══ Data ══

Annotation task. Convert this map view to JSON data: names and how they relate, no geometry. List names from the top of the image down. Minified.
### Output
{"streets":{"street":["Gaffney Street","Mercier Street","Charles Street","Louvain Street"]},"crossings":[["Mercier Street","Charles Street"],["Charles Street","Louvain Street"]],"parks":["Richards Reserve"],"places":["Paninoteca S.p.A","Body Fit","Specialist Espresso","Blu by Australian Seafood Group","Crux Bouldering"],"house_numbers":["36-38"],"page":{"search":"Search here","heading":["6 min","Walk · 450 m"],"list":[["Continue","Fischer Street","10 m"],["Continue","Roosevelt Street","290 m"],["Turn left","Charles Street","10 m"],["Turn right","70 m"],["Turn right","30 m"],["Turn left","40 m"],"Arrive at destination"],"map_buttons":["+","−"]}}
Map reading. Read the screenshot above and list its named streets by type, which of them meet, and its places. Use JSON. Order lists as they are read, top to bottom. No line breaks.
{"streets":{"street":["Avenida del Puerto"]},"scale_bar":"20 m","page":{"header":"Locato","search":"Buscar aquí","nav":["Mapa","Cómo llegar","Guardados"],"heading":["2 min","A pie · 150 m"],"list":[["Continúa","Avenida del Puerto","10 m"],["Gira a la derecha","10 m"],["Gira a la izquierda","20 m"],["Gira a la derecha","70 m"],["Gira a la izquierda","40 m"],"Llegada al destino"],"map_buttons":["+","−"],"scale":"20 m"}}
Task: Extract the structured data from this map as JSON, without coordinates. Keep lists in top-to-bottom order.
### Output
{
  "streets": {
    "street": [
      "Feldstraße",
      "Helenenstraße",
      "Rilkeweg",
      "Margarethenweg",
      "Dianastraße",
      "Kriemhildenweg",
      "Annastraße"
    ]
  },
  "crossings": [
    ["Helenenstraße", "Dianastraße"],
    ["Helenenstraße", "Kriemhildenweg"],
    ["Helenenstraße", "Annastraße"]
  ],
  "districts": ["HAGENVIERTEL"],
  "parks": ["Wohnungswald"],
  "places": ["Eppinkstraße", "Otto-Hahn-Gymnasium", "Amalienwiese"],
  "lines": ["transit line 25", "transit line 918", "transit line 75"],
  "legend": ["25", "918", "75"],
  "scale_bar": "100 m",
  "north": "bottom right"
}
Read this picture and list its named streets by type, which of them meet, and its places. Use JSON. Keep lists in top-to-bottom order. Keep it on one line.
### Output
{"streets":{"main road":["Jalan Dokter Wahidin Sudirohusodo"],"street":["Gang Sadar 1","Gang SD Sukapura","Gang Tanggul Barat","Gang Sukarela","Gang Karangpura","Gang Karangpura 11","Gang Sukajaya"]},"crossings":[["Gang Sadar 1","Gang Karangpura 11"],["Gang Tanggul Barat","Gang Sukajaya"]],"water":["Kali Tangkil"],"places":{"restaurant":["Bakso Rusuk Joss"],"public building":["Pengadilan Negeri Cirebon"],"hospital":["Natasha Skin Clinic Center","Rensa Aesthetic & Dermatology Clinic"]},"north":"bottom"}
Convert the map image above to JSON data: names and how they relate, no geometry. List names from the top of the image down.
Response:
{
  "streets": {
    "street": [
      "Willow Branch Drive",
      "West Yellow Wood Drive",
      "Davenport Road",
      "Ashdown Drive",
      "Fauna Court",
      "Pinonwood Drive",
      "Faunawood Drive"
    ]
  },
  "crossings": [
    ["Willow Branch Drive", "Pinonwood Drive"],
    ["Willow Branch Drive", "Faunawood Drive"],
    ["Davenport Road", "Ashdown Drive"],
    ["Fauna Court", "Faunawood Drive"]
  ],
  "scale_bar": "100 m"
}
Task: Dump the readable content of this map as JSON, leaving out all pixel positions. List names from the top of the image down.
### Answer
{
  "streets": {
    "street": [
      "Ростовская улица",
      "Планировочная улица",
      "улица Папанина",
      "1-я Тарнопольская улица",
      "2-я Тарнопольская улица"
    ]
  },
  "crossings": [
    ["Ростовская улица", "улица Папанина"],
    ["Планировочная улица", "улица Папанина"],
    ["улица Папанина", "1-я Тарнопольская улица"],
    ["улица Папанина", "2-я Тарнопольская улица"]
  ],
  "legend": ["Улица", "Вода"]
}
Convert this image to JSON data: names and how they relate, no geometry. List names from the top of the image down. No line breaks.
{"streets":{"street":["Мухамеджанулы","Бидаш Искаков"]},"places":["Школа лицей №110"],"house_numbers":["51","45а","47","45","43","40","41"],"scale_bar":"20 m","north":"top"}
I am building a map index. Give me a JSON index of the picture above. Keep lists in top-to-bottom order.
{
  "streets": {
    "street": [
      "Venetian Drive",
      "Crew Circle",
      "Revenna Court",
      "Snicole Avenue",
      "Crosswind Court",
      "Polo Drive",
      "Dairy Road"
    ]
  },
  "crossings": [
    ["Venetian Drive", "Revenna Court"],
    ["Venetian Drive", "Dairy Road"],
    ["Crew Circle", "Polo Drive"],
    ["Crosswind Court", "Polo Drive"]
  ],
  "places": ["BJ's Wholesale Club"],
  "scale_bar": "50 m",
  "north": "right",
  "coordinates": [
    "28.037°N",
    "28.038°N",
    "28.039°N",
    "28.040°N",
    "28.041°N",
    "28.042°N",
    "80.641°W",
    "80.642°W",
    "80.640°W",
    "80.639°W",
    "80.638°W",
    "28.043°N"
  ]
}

═══

● What is expected: Copy out every record exactly; leave nothing out.

● Result of this task:
Annotation task. Convert this map view to JSON data: names and how they relate, no geometry. List names from the top of the image down. Minified.
### Output
{"streets":{"street":["Gaffney Street","Mercier Street","Charles Street","Louvain Street"]},"crossings":[["Mercier Street","Charles Street"],["Charles Street","Louvain Street"]],"parks":["Richards Reserve"],"places":["Paninoteca S.p.A","Body Fit","Specialist Espresso","Blu by Australian Seafood Group","Crux Bouldering"],"house_numbers":["36-38"],"page":{"search":"Search here","heading":["6 min","Walk · 450 m"],"list":[["Continue","Fischer Street","10 m"],["Continue","Roosevelt Street","290 m"],["Turn left","Charles Street","10 m"],["Turn right","70 m"],["Turn right","30 m"],["Turn left","40 m"],"Arrive at destination"],"map_buttons":["+","−"]}}
Map reading. Read the screenshot above and list its named streets by type, which of them meet, and its places. Use JSON. Order lists as they are read, top to bottom. No line breaks.
{"streets":{"street":["Avenida del Puerto"]},"scale_bar":"20 m","page":{"header":"Locato","search":"Buscar aquí","nav":["Mapa","Cómo llegar","Guardados"],"heading":["2 min","A pie · 150 m"],"list":[["Continúa","Avenida del Puerto","10 m"],["Gira a la derecha","10 m"],["Gira a la izquierda","20 m"],["Gira a la derecha","70 m"],["Gira a la izquierda","40 m"],"Llegada al destino"],"map_buttons":["+","−"],"scale":"20 m"}}
Task: Extract the structured data from this map as JSON, without coordinates. Keep lists in top-to-bottom order.
### Output
{
  "streets": {
    "street": [
      "Feldstraße",
      "Helenenstraße",
      "Rilkeweg",
      "Margarethenweg",
      "Dianastraße",
      "Kriemhildenweg",
      "Annastraße"
    ]
  },
  "crossings": [
    ["Helenenstraße", "Dianastraße"],
    ["Helenenstraße", "Kriemhildenweg"],
    ["Helenenstraße", "Annastraße"]
  ],
  "districts": ["HAGENVIERTEL"],
  "parks": ["Wohnungswald"],
  "places": ["Eppinkstraße", "Otto-Hahn-Gymnasium", "Amalienwiese"],
  "lines": ["transit line 25", "transit line 918", "transit line 75"],
  "legend": ["25", "918", "75"],
  "scale_bar": "100 m",
  "north": "bottom right"
}
Read this picture and list its named streets by type, which of them meet, and its places. Use JSON. Keep lists in top-to-bottom order. Keep it on one line.
### Output
{"streets":{"main road":["Jalan Dokter Wahidin Sudirohusodo"],"street":["Gang Sadar 1","Gang SD Sukapura","Gang Tanggul Barat","Gang Sukarela","Gang Karangpura","Gang Karangpura 11","Gang Sukajaya"]},"crossings":[["Gang Sadar 1","Gang Karangpura 11"],["Gang Tanggul Barat","Gang Sukajaya"]],"water":["Kali Tangkil"],"places":{"restaurant":["Bakso Rusuk Joss"],"public building":["Pengadilan Negeri Cirebon"],"hospital":["Natasha Skin Clinic Center","Rensa Aesthetic & Dermatology Clinic"]},"north":"bottom"}
Convert the map image above to JSON data: names and how they relate, no geometry. List names from the top of the image down.
Response:
{
  "streets": {
    "street": [
      "Willow Branch Drive",
      "West Yellow Wood Drive",
      "Davenport Road",
      "Ashdown Drive",
      "Fauna Court",
      "Pinonwood Drive",
      "Faunawood Drive"
    ]
  },
  "crossings": [
    ["Willow Branch Drive", "Pinonwood Drive"],
    ["Willow Branch Drive", "Faunawood Drive"],
    ["Davenport Road", "Ashdown Drive"],
    ["Fauna Court", "Faunawood Drive"]
  ],
  "scale_bar": "100 m"
}
Task: Dump the readable content of this map as JSON, leaving out all pixel positions. List names from the top of the image down.
### Answer
{
  "streets": {
    "street": [
      "Ростовская улица",
      "Планировочная улица",
      "улица Папанина",
      "1-я Тарнопольская улица",
      "2-я Тарнопольская улица"
    ]
  },
  "crossings": [
    ["Ростовская улица", "улица Папанина"],
    ["Планировочная улица", "улица Папанина"],
    ["улица Папанина", "1-я Тарнопольская улица"],
    ["улица Папанина", "2-я Тарнопольская улица"]
  ],
  "legend": ["Улица", "Вода"]
}
Convert this image to JSON data: names and how they relate, no geometry. List names from the top of the image down. No line breaks.
{"streets":{"street":["Мухамеджанулы","Бидаш Искаков"]},"places":["Школа лицей №110"],"house_numbers":["51","45а","47","45","43","40","41"],"scale_bar":"20 m","north":"top"}
I am building a map index. Give me a JSON index of the picture above. Keep lists in top-to-bottom order.
{
  "streets": {
    "street": [
      "Venetian Drive",
      "Crew Circle",
      "Revenna Court",
      "Snicole Avenue",
      "Crosswind Court",
      "Polo Drive",
      "Dairy Road"
    ]
  },
  "crossings": [
    ["Venetian Drive", "Revenna Court"],
    ["Venetian Drive", "Dairy Road"],
    ["Crew Circle", "Polo Drive"],
    ["Crosswind Court", "Polo Drive"]
  ],
  "places": ["BJ's Wholesale Club"],
  "scale_bar": "50 m",
  "north": "right",
  "coordinates": [
    "28.037°N",
    "28.038°N",
    "28.039°N",
    "28.040°N",
    "28.041°N",
    "28.042°N",
    "80.641°W",
    "80.642°W",
    "80.640°W",
    "80.639°W",
    "80.638°W",
    "28.043°N"
  ]
}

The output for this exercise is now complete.